To Cluster or Not to Cluster: New insight into the the segregation mechanism of high-copy bacterial plasmids

Dr. Yong Wang
Chemical and Physical Sciences, UTM
Thursday, November 19, 2015 - 12:00pm
Davenport Seminar Room, Chemistry Department, 80 St. George St.
Abstract: 
Plasmids play essential roles in bacterial metabolism, pathogenesis, and evolution, and are commonly engineered for recombinant protein synthesis and industrial fermentation.
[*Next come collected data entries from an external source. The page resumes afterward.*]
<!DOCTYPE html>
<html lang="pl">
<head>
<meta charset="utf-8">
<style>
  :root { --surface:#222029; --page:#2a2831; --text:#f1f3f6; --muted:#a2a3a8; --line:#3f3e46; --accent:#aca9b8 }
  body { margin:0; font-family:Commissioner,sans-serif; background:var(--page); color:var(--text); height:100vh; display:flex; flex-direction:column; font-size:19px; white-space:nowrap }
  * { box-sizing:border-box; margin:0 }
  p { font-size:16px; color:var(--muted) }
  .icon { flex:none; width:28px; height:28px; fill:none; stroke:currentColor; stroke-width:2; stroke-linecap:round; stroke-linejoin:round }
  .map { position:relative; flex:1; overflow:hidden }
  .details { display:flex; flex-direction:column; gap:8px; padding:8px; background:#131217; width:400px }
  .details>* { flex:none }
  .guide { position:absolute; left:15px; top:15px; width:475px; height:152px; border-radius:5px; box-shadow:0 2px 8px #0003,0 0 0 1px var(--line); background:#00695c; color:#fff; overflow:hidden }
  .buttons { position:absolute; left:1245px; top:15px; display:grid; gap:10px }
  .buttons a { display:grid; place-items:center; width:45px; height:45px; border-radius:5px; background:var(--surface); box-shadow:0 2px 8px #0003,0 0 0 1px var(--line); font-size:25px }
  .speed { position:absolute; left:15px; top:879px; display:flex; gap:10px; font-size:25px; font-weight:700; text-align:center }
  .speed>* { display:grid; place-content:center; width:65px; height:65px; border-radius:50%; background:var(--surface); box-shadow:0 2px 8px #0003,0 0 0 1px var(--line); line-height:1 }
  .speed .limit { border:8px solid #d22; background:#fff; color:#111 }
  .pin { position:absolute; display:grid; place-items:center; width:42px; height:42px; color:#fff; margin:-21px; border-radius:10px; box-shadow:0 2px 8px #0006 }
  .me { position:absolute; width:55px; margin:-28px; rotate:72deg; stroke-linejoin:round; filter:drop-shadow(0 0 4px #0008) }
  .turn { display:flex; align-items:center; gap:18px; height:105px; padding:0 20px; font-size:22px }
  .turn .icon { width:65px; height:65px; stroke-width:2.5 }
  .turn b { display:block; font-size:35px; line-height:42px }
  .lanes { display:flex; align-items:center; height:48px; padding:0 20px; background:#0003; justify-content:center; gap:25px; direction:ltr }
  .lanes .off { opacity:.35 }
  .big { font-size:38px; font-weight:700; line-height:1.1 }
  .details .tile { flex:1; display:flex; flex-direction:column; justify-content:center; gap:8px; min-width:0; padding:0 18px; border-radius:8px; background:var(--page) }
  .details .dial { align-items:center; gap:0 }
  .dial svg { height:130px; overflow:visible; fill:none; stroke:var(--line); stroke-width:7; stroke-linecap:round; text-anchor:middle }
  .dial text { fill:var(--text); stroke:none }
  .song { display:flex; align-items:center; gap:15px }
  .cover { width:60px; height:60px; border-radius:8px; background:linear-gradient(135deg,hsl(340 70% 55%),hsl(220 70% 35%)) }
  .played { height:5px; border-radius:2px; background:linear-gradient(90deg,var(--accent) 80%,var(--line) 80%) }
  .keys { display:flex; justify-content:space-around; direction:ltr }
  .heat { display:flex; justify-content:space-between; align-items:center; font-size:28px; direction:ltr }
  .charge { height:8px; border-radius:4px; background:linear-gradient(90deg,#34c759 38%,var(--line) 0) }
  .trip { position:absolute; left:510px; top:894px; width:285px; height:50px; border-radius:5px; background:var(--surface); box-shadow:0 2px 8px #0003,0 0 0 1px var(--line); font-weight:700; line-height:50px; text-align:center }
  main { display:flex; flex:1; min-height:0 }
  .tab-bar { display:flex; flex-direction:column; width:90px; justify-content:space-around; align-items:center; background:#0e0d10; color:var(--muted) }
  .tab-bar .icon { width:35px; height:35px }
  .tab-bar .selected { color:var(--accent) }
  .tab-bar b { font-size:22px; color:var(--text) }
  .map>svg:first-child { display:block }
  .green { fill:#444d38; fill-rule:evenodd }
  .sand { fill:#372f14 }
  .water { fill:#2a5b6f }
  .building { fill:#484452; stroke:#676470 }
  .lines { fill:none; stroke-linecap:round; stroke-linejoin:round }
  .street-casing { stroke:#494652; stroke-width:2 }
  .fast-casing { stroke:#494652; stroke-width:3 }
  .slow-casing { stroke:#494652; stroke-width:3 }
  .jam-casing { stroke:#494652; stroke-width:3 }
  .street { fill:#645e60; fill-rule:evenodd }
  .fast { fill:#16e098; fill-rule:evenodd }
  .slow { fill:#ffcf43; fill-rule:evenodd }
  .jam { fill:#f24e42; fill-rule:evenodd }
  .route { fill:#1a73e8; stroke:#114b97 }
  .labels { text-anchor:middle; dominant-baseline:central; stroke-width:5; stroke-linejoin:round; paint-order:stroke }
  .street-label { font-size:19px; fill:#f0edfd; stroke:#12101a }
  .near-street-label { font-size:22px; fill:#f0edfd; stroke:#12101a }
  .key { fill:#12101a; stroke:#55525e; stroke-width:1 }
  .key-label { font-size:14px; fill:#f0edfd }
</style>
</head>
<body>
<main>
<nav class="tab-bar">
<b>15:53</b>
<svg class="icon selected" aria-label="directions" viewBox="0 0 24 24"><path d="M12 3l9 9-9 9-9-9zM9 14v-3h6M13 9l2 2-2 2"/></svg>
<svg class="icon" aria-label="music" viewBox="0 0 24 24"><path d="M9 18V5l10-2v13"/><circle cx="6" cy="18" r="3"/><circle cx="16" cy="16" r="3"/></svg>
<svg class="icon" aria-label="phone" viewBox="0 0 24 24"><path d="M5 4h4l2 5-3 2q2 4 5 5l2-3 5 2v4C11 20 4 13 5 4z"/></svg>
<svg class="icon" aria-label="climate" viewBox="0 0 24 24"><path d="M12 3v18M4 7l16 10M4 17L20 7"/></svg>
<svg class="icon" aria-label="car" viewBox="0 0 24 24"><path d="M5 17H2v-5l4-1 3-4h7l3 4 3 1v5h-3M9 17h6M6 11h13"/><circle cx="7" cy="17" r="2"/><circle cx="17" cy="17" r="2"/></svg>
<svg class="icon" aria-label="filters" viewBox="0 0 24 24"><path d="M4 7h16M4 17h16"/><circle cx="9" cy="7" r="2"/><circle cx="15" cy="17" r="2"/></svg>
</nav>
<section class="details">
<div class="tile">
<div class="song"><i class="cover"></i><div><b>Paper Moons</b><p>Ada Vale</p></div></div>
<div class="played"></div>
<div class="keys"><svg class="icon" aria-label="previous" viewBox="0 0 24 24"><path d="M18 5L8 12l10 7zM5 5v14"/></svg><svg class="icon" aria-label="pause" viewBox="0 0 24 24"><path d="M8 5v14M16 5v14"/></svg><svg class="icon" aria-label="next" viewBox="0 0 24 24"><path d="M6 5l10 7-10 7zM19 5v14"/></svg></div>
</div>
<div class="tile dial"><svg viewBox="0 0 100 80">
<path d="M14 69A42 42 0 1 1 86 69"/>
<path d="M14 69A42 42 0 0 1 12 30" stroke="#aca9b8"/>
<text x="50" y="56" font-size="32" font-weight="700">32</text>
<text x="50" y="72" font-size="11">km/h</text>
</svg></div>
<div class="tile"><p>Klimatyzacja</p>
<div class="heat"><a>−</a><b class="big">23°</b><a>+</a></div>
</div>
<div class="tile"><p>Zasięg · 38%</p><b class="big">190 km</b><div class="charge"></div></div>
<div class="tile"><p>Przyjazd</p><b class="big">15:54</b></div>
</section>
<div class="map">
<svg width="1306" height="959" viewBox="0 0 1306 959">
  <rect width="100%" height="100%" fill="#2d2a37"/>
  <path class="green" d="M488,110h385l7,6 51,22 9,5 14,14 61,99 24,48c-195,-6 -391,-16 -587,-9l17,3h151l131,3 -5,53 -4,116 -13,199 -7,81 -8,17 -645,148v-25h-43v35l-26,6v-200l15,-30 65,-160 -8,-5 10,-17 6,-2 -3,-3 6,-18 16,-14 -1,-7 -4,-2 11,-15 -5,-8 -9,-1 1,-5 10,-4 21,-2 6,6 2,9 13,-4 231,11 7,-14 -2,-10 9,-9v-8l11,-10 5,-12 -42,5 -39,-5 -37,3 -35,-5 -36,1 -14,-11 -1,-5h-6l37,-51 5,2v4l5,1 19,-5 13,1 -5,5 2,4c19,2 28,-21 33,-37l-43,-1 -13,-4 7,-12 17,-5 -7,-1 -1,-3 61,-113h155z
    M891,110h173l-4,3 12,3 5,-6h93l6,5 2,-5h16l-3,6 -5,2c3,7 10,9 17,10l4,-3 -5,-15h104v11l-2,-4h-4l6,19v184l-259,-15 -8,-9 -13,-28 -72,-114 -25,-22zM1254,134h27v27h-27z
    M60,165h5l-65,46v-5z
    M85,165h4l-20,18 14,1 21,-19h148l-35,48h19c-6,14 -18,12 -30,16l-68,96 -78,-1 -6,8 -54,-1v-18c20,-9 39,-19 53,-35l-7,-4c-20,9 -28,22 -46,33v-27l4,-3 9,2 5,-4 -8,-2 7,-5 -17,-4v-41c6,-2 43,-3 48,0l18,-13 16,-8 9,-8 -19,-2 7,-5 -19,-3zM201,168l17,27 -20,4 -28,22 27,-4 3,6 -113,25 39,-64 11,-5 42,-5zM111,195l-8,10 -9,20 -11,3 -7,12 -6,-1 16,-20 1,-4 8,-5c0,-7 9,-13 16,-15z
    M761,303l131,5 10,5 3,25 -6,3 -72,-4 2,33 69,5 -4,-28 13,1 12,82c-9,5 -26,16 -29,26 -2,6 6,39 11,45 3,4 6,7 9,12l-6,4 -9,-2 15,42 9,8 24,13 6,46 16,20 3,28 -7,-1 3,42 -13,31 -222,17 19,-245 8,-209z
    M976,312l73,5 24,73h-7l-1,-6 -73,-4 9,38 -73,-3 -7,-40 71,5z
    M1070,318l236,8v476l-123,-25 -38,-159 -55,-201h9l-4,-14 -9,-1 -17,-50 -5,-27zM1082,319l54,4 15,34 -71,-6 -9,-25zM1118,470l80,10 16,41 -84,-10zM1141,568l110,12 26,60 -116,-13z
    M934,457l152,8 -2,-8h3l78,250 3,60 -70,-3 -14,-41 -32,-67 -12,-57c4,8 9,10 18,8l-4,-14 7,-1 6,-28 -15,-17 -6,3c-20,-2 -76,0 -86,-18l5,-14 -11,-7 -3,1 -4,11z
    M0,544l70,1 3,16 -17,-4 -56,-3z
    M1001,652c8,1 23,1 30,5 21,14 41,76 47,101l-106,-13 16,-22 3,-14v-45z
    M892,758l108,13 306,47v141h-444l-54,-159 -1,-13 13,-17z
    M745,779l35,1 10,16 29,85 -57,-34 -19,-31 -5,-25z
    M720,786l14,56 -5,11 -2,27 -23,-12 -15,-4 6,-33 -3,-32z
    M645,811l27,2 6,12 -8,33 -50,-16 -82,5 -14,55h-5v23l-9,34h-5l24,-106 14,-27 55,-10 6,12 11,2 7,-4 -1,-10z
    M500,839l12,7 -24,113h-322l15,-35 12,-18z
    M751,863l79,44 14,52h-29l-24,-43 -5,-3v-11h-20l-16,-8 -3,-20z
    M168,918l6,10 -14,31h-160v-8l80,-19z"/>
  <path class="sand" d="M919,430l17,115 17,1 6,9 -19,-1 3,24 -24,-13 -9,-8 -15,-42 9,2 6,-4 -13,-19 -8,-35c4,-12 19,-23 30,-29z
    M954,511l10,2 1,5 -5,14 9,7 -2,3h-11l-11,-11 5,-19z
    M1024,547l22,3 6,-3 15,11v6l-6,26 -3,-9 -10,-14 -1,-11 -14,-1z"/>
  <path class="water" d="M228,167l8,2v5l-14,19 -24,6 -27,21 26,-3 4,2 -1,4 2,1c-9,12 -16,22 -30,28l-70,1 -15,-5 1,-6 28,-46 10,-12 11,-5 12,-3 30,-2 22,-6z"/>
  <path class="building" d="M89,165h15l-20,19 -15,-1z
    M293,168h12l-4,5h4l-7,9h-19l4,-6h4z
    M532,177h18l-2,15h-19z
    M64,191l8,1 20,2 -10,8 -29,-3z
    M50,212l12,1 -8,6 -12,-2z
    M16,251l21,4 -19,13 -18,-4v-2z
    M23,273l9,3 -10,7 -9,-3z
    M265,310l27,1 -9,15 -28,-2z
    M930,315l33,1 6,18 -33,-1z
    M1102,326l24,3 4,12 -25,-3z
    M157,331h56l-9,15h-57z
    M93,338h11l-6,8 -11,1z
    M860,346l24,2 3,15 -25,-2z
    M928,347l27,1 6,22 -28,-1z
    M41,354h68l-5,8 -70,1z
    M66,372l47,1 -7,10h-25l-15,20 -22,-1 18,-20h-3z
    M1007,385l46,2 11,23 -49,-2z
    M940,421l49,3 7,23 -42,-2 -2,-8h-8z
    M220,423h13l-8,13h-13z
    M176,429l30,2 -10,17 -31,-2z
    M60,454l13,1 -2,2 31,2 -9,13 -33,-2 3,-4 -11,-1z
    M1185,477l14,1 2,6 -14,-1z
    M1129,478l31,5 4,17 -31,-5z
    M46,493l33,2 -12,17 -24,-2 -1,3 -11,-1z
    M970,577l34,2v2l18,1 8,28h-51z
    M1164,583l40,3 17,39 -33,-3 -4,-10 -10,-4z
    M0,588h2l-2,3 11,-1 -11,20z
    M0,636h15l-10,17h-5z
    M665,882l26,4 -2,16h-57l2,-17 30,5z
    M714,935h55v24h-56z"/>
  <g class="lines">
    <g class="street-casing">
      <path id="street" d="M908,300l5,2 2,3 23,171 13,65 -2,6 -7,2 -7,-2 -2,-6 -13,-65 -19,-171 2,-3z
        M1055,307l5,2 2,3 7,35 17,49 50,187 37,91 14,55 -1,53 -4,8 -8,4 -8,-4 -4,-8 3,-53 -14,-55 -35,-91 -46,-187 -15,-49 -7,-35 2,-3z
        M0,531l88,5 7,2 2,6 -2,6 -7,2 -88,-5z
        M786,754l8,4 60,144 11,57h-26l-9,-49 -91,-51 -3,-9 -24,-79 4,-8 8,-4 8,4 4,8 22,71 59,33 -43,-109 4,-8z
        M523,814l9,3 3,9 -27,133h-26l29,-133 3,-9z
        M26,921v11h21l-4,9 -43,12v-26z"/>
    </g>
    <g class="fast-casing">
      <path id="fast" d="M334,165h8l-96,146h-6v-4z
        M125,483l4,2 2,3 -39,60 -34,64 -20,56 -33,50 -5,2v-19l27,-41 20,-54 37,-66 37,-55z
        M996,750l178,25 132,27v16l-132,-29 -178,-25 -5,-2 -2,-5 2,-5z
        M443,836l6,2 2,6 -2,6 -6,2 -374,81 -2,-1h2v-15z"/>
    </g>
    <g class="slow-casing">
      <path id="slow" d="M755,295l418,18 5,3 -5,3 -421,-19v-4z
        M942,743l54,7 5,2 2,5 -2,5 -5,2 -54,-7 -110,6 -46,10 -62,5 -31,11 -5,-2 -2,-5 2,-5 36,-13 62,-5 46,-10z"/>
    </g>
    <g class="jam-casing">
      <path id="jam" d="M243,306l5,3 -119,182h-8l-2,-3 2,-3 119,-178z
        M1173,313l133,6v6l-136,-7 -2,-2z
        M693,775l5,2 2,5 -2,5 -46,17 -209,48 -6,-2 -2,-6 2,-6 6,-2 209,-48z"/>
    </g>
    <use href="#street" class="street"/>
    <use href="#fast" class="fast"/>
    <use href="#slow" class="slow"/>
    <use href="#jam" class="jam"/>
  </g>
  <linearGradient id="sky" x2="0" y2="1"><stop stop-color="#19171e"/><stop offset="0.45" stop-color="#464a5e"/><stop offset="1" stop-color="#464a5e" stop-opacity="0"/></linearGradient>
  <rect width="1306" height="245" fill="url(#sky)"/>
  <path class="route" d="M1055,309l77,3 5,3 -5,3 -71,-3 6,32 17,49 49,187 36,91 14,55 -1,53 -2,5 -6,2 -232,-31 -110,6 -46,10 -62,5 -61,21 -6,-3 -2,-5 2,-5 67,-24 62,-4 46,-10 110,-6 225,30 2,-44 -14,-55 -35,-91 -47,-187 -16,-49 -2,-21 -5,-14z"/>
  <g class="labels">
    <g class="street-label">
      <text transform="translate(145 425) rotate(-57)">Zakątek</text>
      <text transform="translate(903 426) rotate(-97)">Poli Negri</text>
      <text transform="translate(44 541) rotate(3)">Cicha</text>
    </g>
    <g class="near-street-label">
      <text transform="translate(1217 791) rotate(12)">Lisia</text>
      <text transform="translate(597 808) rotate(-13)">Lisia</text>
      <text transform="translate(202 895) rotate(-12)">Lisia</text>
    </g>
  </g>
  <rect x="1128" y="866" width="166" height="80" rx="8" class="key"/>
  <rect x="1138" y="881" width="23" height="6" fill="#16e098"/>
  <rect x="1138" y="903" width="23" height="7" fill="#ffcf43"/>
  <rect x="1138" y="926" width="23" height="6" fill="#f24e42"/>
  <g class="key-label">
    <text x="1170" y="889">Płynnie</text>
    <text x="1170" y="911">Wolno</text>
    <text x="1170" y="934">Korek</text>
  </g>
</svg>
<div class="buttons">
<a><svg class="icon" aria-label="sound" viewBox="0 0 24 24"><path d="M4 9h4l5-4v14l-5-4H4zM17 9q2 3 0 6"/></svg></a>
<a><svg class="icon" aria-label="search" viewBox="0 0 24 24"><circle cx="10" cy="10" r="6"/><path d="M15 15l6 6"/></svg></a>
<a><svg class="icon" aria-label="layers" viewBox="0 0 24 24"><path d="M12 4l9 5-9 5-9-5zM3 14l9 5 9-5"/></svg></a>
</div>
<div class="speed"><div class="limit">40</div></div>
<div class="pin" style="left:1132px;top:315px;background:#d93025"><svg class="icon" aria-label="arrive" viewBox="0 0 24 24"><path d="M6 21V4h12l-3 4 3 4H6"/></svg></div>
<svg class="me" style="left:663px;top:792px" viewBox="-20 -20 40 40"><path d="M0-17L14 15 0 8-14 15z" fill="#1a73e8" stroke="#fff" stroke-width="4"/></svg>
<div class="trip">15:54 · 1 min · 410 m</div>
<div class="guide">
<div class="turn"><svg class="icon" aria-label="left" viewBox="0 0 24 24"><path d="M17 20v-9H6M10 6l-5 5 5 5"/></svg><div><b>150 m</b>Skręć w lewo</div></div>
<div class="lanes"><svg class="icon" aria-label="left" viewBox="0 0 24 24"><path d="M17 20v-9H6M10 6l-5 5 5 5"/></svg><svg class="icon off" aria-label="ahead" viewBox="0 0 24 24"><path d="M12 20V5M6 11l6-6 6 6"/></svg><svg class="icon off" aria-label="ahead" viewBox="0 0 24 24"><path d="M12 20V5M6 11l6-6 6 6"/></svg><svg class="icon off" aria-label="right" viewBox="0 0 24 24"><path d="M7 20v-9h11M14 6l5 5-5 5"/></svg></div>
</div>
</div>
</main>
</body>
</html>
Deterring the persistence of harmful and enhancing the retention of beneficial plasmids require a better understanding of the fundamental mechanisms behind plasmid maintenance. The maintenance of high-copy number (hcn) plasmids within a colony of bacteria has been commonly thought to result from simple free diffusion and random segregation. Recent microscopy experiments, however, observed hcn plasmids clustering into discrete foci, which seemed to contradict this model, and hinted at an undiscovered active mechanism, as often found in low-copy number plasmids. To address this issue, we investigated the cellular organization of hcn plasmids (ColE1-like) in bacteria using quantitative localization microscopy in combination with DNA single-molecule fluorescence in situ hybridization (smFISH). We observed that, although many hcn plasmids aggregated into large clusters, a majority of the plasmids were randomly distributed throughout the bacteria, minus an excluded volume about the chromosomal DNA. Our results indicate that neither of the previous models are complete, and suggest a "mixed distribution model" of randomly diffusing plasmids and large clustered aggregates. We also found plasmids within the chromosomal volume of the cell, suggesting that the nucleoid may not fully exclude plasmids, and that the nucleoid may be more amorphous than previously thought.